Required action: Only the lines from the line containing "for (const [x, y, w]" to the end of the entries, both included, belong in your answer, and each must match exactly.
── Data in this exercise
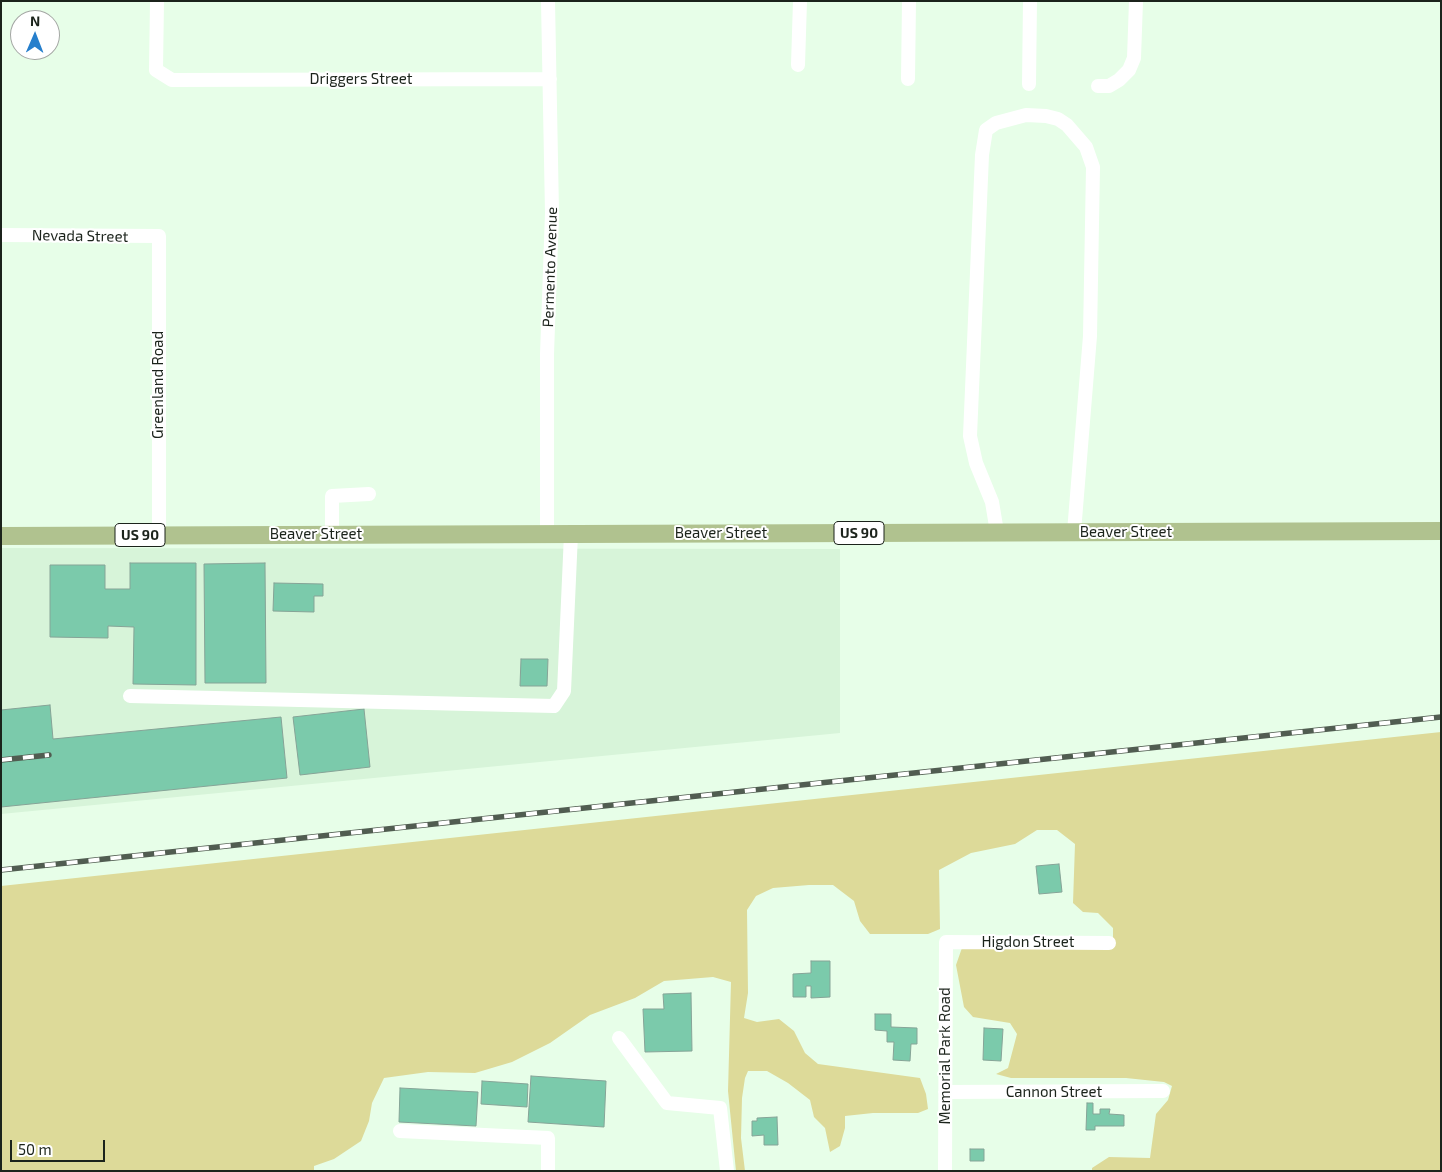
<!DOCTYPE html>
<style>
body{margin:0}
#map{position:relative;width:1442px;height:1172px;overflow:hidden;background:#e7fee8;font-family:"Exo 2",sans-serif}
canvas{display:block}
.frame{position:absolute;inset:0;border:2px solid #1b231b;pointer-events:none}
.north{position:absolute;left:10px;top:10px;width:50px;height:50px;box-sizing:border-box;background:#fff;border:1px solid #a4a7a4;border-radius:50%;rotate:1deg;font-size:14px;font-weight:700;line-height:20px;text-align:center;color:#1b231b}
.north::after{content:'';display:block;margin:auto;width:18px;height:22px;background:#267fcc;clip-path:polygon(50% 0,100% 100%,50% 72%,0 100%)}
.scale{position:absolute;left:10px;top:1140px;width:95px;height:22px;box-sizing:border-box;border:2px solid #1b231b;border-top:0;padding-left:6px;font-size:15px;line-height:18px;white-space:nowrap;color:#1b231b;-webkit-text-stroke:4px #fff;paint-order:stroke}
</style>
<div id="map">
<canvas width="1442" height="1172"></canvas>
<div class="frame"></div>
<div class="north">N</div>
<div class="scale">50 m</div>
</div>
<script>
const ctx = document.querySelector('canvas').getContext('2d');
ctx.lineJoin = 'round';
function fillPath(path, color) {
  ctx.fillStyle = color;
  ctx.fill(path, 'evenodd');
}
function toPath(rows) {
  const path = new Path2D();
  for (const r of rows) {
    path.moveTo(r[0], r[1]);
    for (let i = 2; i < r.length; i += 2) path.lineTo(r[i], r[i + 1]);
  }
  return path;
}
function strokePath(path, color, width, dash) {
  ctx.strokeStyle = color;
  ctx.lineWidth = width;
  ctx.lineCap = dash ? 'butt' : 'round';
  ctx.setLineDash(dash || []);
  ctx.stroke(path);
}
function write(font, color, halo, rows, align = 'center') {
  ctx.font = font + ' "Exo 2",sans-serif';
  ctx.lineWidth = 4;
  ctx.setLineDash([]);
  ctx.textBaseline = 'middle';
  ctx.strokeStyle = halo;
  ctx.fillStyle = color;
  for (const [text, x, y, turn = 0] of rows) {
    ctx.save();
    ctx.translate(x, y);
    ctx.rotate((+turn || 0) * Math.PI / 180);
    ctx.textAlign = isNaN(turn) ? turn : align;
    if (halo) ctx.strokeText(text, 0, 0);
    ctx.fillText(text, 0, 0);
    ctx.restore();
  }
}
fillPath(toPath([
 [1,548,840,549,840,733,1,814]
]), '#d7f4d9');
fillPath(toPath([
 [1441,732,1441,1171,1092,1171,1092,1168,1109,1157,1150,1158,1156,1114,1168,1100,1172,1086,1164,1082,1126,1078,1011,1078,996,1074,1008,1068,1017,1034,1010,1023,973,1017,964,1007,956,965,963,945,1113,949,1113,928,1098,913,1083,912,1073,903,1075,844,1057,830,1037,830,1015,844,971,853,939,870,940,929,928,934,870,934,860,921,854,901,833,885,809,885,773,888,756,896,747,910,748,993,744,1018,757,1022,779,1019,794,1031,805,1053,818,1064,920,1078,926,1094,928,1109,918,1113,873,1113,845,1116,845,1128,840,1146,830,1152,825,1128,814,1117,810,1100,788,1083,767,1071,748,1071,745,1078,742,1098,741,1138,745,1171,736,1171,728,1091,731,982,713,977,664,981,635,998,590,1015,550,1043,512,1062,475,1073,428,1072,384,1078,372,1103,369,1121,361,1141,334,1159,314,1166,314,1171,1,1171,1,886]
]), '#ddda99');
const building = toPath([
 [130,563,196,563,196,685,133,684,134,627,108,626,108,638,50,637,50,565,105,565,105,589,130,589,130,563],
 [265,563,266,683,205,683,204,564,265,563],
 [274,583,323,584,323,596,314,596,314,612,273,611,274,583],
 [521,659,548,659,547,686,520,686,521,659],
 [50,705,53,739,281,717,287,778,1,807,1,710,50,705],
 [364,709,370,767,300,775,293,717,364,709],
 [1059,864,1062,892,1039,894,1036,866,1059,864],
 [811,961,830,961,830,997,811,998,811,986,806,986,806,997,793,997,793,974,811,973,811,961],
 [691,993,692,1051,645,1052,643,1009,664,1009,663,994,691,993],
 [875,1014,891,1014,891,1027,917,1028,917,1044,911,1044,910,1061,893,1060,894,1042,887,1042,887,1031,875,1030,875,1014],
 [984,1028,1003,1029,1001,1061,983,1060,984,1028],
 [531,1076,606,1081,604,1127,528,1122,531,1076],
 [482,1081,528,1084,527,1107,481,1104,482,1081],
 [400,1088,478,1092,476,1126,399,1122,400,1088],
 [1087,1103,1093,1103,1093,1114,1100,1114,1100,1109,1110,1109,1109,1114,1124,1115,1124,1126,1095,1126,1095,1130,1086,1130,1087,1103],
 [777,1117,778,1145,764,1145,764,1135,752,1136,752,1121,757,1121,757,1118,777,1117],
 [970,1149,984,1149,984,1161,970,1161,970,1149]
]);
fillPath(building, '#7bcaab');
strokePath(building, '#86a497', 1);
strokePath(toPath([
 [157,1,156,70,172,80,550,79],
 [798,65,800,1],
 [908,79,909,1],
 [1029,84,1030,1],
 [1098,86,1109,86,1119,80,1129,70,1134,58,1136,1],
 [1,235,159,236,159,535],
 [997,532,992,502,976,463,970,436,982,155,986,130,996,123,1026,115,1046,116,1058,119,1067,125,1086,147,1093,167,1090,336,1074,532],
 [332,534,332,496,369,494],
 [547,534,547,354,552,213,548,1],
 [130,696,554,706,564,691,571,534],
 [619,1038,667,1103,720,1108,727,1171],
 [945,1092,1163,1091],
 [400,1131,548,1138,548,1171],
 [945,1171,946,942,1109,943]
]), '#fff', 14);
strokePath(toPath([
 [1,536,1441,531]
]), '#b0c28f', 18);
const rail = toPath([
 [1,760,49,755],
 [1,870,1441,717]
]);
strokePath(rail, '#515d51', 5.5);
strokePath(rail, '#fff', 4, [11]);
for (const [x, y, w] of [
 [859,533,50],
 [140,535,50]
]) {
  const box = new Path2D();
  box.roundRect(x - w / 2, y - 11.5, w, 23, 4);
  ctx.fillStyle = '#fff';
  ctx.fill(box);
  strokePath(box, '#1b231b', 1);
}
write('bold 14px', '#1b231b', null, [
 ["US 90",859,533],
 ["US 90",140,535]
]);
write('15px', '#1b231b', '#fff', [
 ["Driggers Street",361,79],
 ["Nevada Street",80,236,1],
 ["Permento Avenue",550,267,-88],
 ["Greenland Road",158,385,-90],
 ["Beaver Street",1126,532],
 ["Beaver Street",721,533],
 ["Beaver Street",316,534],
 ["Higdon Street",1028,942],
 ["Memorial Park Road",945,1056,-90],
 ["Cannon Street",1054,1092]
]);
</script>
────
Response to the task:
for (const [x, y, w] of [
 [859,533,50],
 [140,535,50]
]) {
  const box = new Path2D();
  box.roundRect(x - w / 2, y - 11.5, w, 23, 4);
  ctx.fillStyle = '#fff';
  ctx.fill(box);
  strokePath(box, '#1b231b', 1);
}
write('bold 14px', '#1b231b', null, [
 ["US 90",859,533],
 ["US 90",140,535]
]);
write('15px', '#1b231b', '#fff', [
 ["Driggers Street",361,79],
 ["Nevada Street",80,236,1],
 ["Permento Avenue",550,267,-88],
 ["Greenland Road",158,385,-90],
 ["Beaver Street",1126,532],
 ["Beaver Street",721,533],
 ["Beaver Street",316,534],
 ["Higdon Street",1028,942],
 ["Memorial Park Road",945,1056,-90],
 ["Cannon Street",1054,1092]
]);
</script>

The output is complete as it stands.